* **Raw data**:
☆ ☆ ☆ ☆

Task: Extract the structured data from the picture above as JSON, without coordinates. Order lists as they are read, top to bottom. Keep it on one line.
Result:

☆ ☆ ☆ ☆

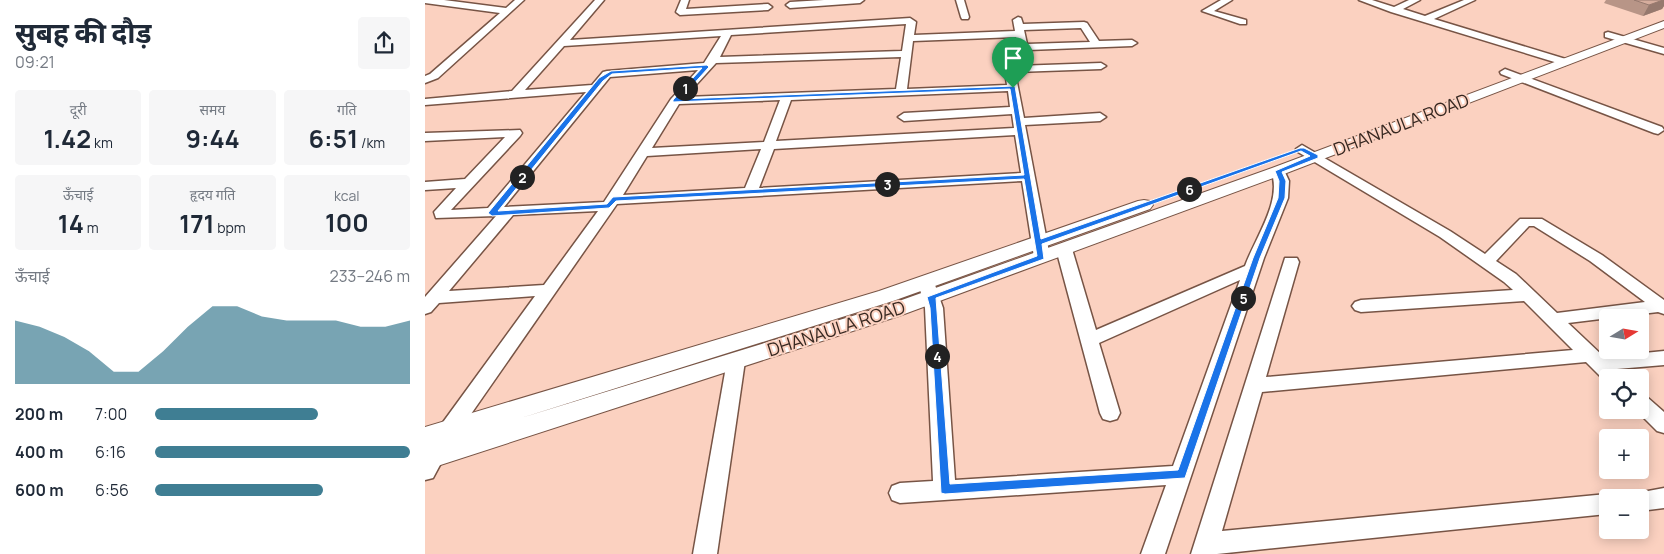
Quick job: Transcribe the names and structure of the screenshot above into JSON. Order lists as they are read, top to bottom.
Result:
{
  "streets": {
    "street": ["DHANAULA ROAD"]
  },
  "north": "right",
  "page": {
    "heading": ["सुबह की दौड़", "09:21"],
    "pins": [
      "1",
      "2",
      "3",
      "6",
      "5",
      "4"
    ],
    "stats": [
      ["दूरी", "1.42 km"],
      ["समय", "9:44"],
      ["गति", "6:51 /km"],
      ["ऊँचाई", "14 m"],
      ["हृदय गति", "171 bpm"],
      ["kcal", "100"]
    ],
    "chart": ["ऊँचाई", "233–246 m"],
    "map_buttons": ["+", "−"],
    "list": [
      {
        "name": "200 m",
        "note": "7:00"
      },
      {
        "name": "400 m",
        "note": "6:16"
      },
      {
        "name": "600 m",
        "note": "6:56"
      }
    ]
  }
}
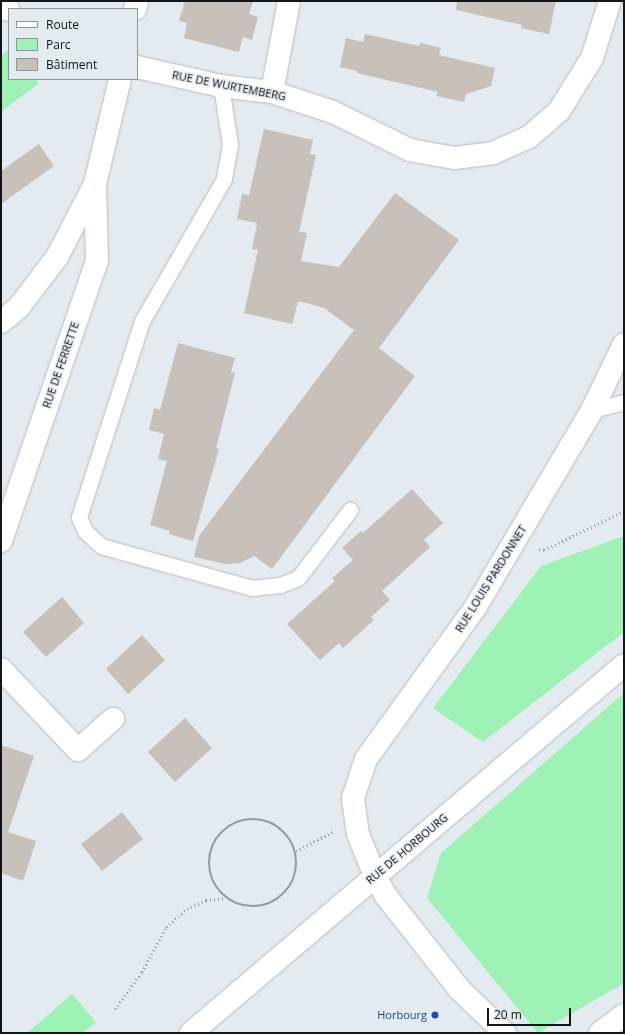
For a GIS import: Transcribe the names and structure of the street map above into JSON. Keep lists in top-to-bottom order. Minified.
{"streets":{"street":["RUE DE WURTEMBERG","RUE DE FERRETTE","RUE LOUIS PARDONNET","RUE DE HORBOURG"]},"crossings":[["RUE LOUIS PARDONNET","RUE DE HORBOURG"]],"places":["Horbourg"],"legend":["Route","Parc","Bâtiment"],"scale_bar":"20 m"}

☆ ☆ ☆ ☆

* **Directions for this task**: Each line from the material above that mentions the word "they" needs to be copied.

* **Solution to this task**:
Task: Extract the structured data from the picture above as JSON, without coordinates. Order lists as they are read, top to bottom. Keep it on one line.
Quick job: Transcribe the names and structure of the screenshot above into JSON. Order lists as they are read, top to bottom.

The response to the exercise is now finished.